One of the things I need to do in Filterly is keep many trained classifiers. These are the machine learning models that determine if a blog post is on topic (Filterly separates information by topic). At the very least I need one per topic in the system. If I want to do something like boosting then I need even more. The issue I'm wrestling with is how to store this data. I'll outline a specific approach and what the storage needs are.
Let's say I go with boosting and 10 perceptrons. I'll also limit my feature space to the 10,000 most statistically significant features. So the storage for each perceptron is a 10k element array. However, I'll also have to keep another data structure to store what the 10k features are and their position in the array. In code I use a hash for this where the feature name is the key and the value is its position. I just need to store one of these hashes per topic.

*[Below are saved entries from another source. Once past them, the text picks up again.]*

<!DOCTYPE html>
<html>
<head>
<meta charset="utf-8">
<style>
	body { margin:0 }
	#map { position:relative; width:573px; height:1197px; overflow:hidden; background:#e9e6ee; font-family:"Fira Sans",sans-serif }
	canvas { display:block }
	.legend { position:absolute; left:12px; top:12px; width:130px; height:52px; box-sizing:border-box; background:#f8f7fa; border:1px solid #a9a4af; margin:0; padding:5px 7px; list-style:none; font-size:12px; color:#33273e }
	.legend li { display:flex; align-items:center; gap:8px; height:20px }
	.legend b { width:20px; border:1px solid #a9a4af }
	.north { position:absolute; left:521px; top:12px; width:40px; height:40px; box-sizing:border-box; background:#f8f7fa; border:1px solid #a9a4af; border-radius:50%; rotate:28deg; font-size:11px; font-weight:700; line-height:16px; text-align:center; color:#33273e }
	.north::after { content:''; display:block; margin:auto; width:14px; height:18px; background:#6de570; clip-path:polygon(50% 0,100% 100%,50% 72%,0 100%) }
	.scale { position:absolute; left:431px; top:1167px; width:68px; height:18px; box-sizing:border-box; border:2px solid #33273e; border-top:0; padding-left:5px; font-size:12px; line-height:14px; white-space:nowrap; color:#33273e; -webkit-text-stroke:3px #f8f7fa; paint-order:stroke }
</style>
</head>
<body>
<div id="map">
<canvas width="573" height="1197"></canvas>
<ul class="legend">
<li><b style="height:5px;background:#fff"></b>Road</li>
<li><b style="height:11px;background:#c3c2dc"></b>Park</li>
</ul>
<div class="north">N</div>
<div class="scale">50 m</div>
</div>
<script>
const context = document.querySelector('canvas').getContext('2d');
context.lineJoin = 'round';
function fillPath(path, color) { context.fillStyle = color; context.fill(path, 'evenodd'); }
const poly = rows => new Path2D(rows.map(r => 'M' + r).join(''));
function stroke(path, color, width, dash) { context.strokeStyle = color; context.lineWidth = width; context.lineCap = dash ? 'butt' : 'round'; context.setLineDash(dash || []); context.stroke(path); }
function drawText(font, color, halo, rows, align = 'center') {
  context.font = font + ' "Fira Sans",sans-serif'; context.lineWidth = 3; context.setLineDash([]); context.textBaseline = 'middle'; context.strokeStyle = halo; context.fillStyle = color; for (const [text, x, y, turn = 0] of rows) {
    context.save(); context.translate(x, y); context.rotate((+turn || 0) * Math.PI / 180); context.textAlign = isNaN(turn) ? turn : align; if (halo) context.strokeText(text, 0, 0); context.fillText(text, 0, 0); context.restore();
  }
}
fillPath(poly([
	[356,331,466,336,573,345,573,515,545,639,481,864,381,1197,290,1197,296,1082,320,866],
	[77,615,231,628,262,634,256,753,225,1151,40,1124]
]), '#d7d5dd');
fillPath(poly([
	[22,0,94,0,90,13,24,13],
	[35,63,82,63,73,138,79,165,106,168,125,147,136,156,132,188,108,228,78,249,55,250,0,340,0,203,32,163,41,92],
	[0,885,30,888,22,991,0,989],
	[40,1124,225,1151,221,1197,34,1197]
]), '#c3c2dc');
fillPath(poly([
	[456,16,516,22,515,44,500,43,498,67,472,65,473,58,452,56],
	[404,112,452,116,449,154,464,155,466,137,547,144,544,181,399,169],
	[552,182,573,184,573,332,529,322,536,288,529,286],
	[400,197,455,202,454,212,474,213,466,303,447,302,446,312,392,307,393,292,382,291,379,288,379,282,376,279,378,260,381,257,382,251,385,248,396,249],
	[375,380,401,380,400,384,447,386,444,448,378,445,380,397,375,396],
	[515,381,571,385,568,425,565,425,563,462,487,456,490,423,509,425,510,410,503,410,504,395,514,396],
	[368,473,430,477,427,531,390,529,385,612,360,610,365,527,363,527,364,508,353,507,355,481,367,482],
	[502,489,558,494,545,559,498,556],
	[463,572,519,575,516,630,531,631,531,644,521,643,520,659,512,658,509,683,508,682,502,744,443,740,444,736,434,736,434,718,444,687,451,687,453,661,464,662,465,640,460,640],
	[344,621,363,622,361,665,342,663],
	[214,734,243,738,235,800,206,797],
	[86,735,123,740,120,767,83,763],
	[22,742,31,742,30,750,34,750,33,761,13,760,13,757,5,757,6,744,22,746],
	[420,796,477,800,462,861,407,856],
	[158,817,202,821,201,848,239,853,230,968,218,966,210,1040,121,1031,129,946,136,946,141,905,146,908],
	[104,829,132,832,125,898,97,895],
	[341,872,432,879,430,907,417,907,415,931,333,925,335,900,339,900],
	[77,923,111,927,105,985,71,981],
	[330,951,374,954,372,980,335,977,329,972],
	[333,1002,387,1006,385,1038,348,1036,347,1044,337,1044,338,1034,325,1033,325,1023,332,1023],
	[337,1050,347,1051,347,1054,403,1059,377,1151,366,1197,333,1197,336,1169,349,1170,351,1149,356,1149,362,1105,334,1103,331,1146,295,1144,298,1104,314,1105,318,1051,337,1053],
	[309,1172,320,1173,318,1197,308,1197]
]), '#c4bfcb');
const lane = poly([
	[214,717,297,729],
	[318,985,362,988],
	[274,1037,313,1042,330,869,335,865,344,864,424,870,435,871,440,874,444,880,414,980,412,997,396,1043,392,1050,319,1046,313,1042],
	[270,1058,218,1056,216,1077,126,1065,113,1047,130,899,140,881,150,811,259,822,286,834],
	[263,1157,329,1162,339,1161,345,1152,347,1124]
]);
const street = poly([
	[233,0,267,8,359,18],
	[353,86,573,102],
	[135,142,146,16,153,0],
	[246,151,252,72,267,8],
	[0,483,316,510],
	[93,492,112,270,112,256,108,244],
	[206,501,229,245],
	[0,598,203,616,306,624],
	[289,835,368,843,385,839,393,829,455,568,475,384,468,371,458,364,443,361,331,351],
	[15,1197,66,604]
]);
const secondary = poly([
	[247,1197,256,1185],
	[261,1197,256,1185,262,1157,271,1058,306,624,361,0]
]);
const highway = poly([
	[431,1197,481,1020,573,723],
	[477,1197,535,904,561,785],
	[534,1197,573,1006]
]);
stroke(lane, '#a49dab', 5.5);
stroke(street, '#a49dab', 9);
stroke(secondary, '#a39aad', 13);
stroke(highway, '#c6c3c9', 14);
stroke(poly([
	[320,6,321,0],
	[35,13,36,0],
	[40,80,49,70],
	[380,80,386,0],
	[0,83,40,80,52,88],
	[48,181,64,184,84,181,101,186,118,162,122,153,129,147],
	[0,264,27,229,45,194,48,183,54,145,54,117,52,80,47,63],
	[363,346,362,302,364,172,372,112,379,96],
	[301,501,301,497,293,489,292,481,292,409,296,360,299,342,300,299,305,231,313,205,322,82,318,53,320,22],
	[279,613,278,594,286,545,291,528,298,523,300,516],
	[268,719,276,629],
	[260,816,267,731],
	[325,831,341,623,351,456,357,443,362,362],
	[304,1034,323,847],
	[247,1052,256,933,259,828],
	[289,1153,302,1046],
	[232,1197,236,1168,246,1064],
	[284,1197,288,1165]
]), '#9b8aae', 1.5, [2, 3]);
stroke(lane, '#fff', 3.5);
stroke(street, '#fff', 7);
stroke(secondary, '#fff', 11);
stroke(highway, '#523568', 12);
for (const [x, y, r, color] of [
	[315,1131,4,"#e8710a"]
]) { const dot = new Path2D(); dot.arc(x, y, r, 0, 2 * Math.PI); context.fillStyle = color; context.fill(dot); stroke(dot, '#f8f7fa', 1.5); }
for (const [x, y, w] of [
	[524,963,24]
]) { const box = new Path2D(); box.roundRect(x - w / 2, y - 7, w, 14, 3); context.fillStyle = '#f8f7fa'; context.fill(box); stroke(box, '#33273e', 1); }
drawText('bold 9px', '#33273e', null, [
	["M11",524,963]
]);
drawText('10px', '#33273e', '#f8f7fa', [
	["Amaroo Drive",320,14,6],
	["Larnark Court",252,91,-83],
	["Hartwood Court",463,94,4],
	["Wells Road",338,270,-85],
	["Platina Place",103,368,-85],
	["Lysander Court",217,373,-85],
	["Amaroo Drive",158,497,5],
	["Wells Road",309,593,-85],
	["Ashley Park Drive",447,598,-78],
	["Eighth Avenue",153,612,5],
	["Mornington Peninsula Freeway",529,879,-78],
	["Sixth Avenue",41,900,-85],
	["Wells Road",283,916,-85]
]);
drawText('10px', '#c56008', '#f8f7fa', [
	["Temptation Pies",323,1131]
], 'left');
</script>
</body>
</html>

That's not really a huge amount of data. I'm more concerned about the best way to store it. I don't think this kind of thing maps well to a relational database. I don't need to store the features individually. Generally when I'm running the thing I'll want the whole perceptron and feature set in memory for quick access. For now I'm just using a big text field and serializing each using JSON.

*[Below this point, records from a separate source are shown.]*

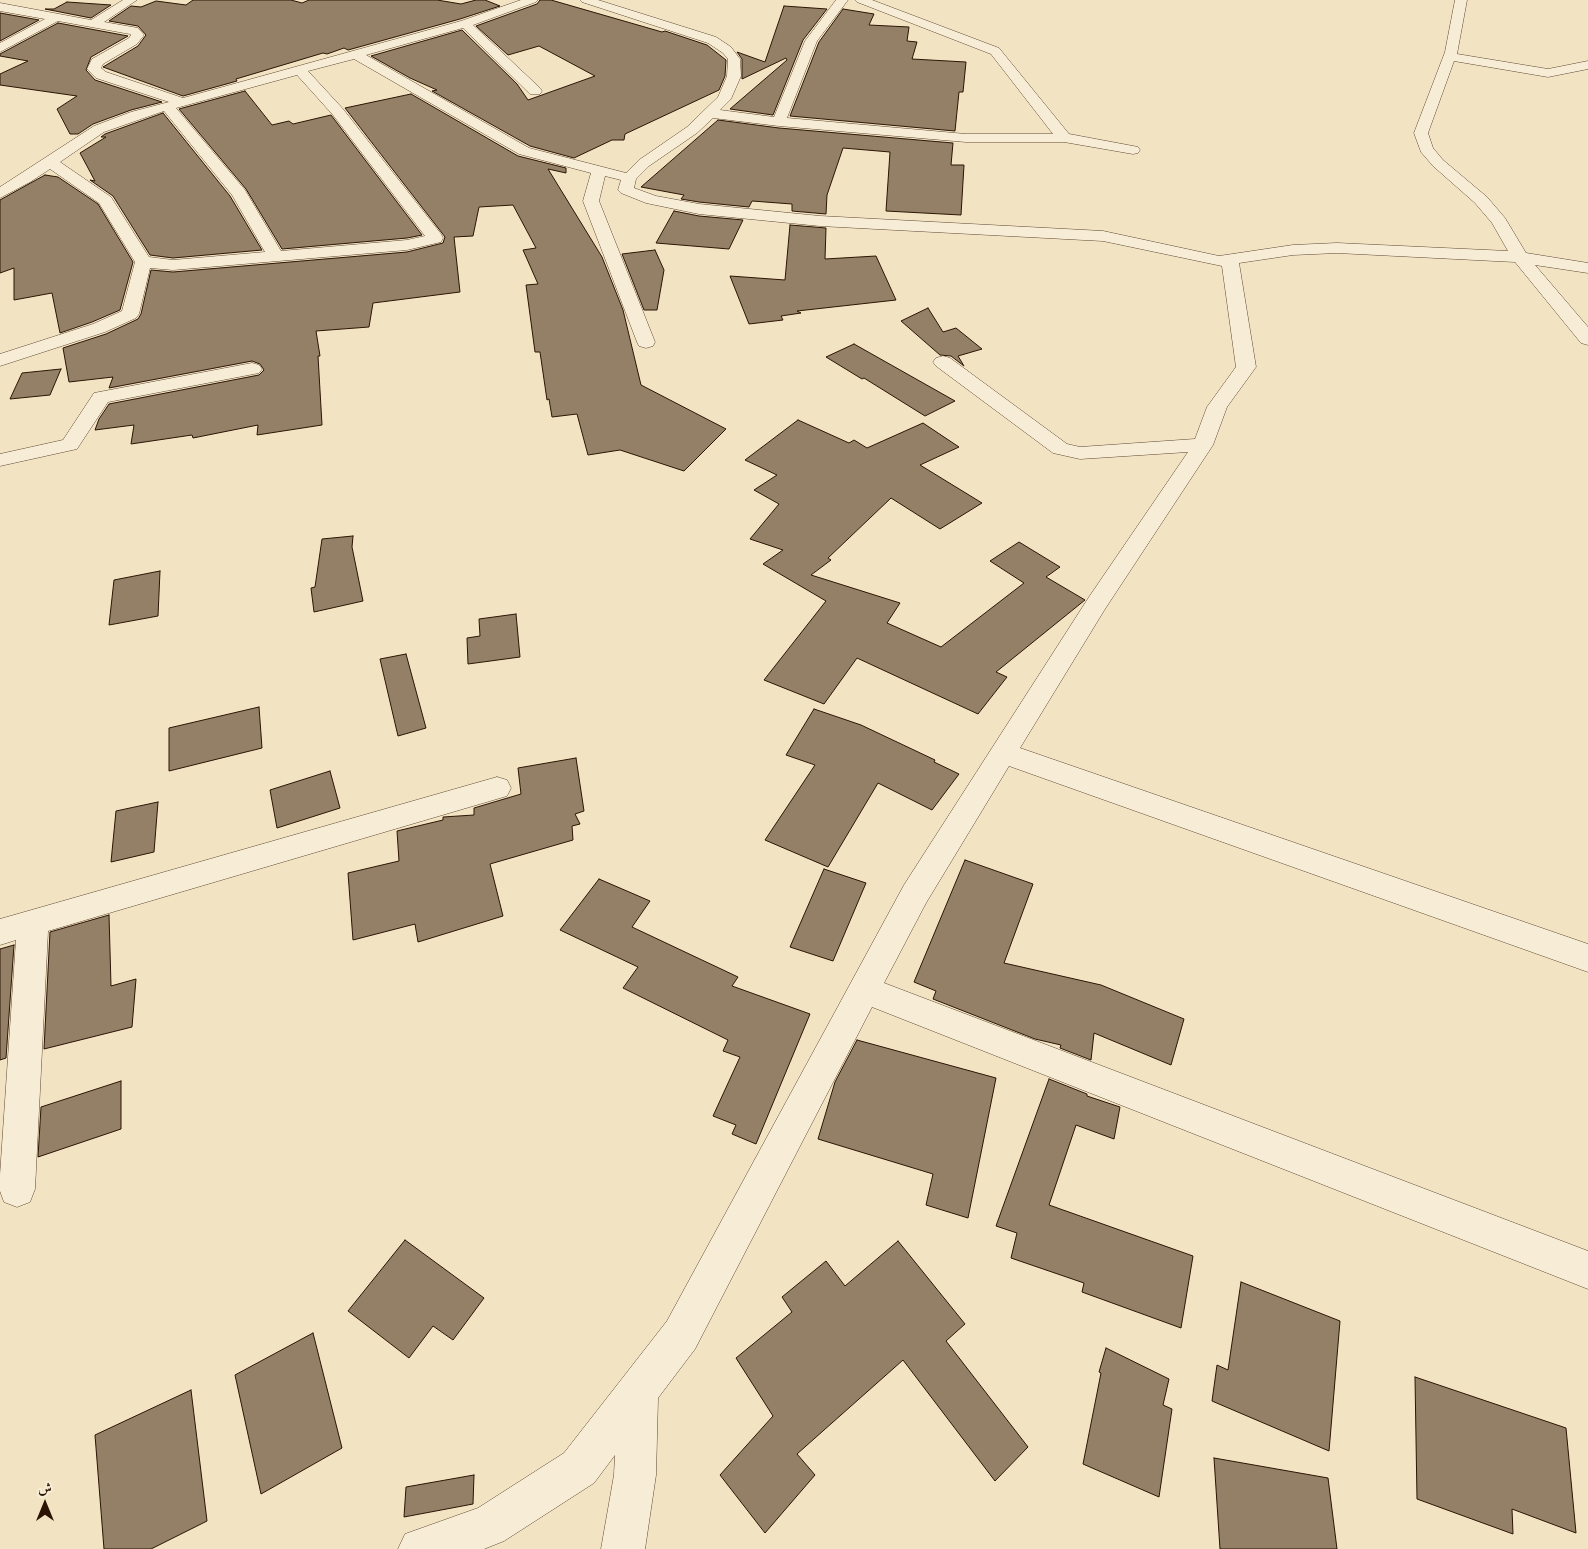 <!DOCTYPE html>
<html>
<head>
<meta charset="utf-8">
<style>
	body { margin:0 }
	#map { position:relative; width:1588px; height:1549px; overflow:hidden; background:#f2e3c2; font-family:"IM FELL Great Primer",Amiri,serif }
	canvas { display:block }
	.north { position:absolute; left:20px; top:1479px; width:50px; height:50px; -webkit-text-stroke:4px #f7edd7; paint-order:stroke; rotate:0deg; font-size:14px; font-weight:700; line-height:20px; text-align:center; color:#2c1404 }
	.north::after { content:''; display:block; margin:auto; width:18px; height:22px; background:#2c1404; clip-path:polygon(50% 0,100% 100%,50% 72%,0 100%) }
</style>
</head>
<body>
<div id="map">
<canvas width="1588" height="1549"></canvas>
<div class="north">ش</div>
</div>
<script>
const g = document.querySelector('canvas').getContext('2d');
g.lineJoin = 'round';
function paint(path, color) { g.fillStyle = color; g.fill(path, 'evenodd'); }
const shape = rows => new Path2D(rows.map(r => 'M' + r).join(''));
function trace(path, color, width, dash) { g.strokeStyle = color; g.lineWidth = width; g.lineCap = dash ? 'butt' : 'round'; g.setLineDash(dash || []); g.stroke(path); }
const building = shape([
	[193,0,291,0,302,3,309,0,437,0,461,4,476,0,485,0,500,6,460,19,348,50,344,48,327,54,323,53,236,79,237,81,183,96,103,67,138,46,146,35,138,26,109,21,131,6,141,7,156,1,186,5,193,0],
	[540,0,551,0,662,32,665,31,707,45,726,60,725,76,719,90,625,134,624,140,612,140,574,158,530,146,432,91,437,90,410,78,371,56,462,30,517,84,528,100,595,76,539,46,508,55,476,26,537,4,540,0],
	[67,2,111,5,91,18,45,9,54,9,67,2],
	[784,6,827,9,803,40,773,115,730,109,787,60,786,58,742,79,742,59,737,52,765,62,784,6],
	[843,9,874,14,869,25,909,27,907,41,917,42,912,59,966,62,963,92,959,92,955,131,790,116,819,42,843,9],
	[0,13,39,20,0,41,0,13],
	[58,23,128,36,91,57,86,70,95,80,162,102,131,110,93,124,78,134,70,134,57,109,77,96,0,85,0,74,28,61,0,56,0,54,58,23],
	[245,91,272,125,289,121,293,124,331,115,422,235,407,238,282,249,246,189,179,109,245,91],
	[411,94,518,156,566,168,566,173,548,169,602,257,623,310,641,385,726,429,684,471,620,450,588,455,577,414,552,417,549,399,547,400,540,352,535,352,526,285,538,284,523,250,536,248,513,205,479,207,473,236,454,237,460,292,373,303,369,327,316,331,320,356,318,356,322,425,257,435,258,425,193,438,192,435,131,444,134,425,95,430,99,419,109,404,259,375,264,370,260,364,252,361,109,388,113,377,69,382,63,348,106,334,138,319,141,314,151,270,173,272,407,252,443,243,445,237,442,233,345,108,411,94],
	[163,113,230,196,262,250,173,258,150,255,113,196,90,180,95,181,80,153,106,137,101,137,105,134,163,113],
	[718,120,779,128,953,143,951,165,964,165,961,215,886,211,890,152,843,148,827,195,826,214,792,211,792,204,752,201,749,207,699,202,681,199,684,195,641,187,718,120],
	[45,175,58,177,98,204,133,262,120,310,92,322,60,333,52,293,14,300,14,268,0,273,0,200,45,175],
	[674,211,699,216,743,220,729,249,656,243,674,211],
	[790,225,826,228,825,259,876,256,896,300,797,311,801,313,781,316,783,320,749,324,730,276,785,280,790,225],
	[655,250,664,270,657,310,644,310,622,254,655,250],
	[928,308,943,332,956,328,982,349,958,356,964,366,951,356,940,355,901,321,928,308],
	[854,344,955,401,925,416,864,378,862,379,826,357,854,344],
	[61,369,50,395,10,399,22,373,61,369],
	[798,420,849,443,854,440,867,448,923,423,959,447,920,465,982,503,940,529,891,498,828,558,831,560,811,575,900,603,887,623,941,647,1024,583,990,561,1019,542,1060,567,1046,577,1085,600,996,672,1007,677,978,714,857,658,824,704,764,680,826,601,763,564,783,550,750,539,779,504,754,490,777,475,745,460,798,420],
	[353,536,352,547,363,601,314,612,311,588,315,587,322,539,353,536],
	[160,571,158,616,109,625,114,580,160,571],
	[516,614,520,657,468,664,467,638,480,636,479,619,516,614],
	[406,654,426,728,398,736,380,659,406,654],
	[259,707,262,748,169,771,169,728,259,707],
	[814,709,861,725,935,760,934,762,959,774,932,810,878,783,828,867,765,840,815,765,786,755,814,709],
	[576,758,584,811,575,814,580,824,572,826,573,840,490,864,503,916,418,942,415,924,353,940,348,873,399,861,397,831,443,820,443,817,474,815,474,808,521,794,518,768,576,758],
	[330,771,340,808,277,828,270,790,330,771],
	[158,802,154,852,111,862,116,811,158,802],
	[965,860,1033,884,1004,963,1101,985,1184,1019,1171,1065,1094,1033,1091,1060,1060,1048,1061,1045,1035,1039,933,999,936,991,914,982,965,860],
	[824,869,866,883,833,961,790,947,824,869],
	[599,879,650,901,632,927,738,977,732,986,810,1014,756,1144,732,1134,736,1125,713,1116,740,1057,723,1051,728,1040,623,988,638,967,560,930,599,879],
	[109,915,111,986,136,979,132,1027,44,1049,50,932,109,915],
	[14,945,6,1058,0,1060,0,949,14,945],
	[857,1040,996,1078,968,1218,926,1205,933,1174,818,1139,835,1082,857,1040],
	[1049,1079,1087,1094,1087,1096,1120,1107,1114,1139,1076,1125,1049,1205,1193,1256,1181,1328,1082,1292,1084,1283,1011,1258,1017,1233,996,1226,1049,1079],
	[121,1081,121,1129,38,1157,41,1107,121,1081],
	[405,1240,484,1298,453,1340,433,1326,409,1358,348,1311,405,1240],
	[898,1241,965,1324,946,1341,1028,1447,995,1481,903,1360,797,1454,815,1475,765,1533,720,1475,773,1416,736,1358,792,1312,782,1297,826,1261,845,1286,898,1241],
	[1241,1282,1340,1321,1329,1451,1212,1401,1217,1365,1228,1370,1241,1282],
	[313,1333,342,1448,261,1494,235,1375,313,1333],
	[1106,1348,1169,1379,1163,1405,1172,1409,1159,1497,1083,1464,1101,1373,1099,1372,1106,1348],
	[1415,1377,1566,1428,1576,1533,1512,1509,1513,1534,1417,1499,1415,1377],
	[191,1390,207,1521,151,1549,104,1549,95,1435,191,1390],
	[1214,1458,1328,1478,1337,1549,1220,1549,1214,1458],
	[474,1475,473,1504,404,1517,406,1487,474,1475]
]);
const minor = shape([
	[123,0,137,0,104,22,138,28,144,35,137,44,103,64,101,68,106,72,183,98,461,21,521,0,538,0,536,2,473,25,540,88,542,91,540,94,530,94,463,28,366,55,529,148,626,173,639,160,687,127,718,97,727,76,728,59,723,53,708,43,582,2,580,0,598,0,716,37,731,47,740,59,741,76,731,99,720,110,774,117,805,41,836,0,848,0,817,41,787,118,966,134,1053,134,991,54,857,2,855,0,872,0,999,48,1069,134,1133,146,1138,147,1140,150,1138,153,1133,154,1064,142,966,142,779,126,713,118,697,133,649,166,636,179,634,188,656,196,699,204,820,216,1103,231,1219,256,1293,245,1337,243,1508,251,1492,223,1475,203,1433,166,1421,152,1414,133,1445,52,1455,0,1467,0,1457,54,1548,69,1588,61,1588,69,1548,77,1454,61,1428,133,1433,148,1443,160,1487,197,1505,218,1526,253,1588,263,1588,273,1535,265,1588,327,1588,345,1581,343,1515,262,1337,253,1293,255,1239,263,1256,367,1227,407,1213,445,1105,609,1020,748,1588,944,1588,972,1009,766,926,903,884,983,1588,1251,1588,1289,872,1007,695,1349,658,1398,656,1475,645,1549,601,1549,614,1475,615,1455,594,1483,504,1541,484,1549,398,1549,405,1534,478,1508,564,1453,667,1321,904,885,1089,597,1188,452,1080,459,1053,453,936,366,933,362,936,358,943,356,950,358,1067,444,1080,447,1195,439,1207,407,1236,367,1222,266,1103,241,820,226,699,214,646,203,621,193,618,190,621,180,605,176,599,201,655,342,653,346,646,348,639,346,637,342,583,201,591,173,519,154,354,59,308,71,343,109,441,234,443,238,441,242,407,250,173,270,150,268,139,314,136,318,105,332,0,366,0,354,93,324,122,311,135,262,99,203,50,169,30,182,0,198,0,187,94,126,131,112,169,102,96,78,87,69,92,59,129,38,131,35,130,34,58,21,0,52,0,43,45,19,0,11,0,3,91,20,123,0],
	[297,75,333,115,425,236,407,240,281,251,245,190,176,108,297,75],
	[164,111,232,195,265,252,173,260,149,257,111,197,60,162,104,132,164,111],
	[252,363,259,365,262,369,259,373,108,402,77,449,0,466,0,454,63,440,94,393,252,363],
	[497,777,507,780,511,788,507,796,48,931,35,1189,30,1202,17,1207,4,1202,0,1191,0,1175,16,940,0,945,0,919,497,777]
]);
paint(building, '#938067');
trace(building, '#2c1404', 1);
trace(minor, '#5e4834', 1);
paint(minor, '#f7edd7');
</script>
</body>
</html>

I don't really like this approach. The whole serializing into the database seems really inelegant. Combined with the time that it takes to parse these things. Each time I want to see if a new post is on topic I'd need to load up the classifier and parse the 10 10k arrays and the 10k key hash. I could keep each classifier running as a service, but then I've got a pretty heavy process running for each topic.
I guess I'll just use the stupid easy solution for the time being and worry about performance later. Anyone have thoughts on the best approach?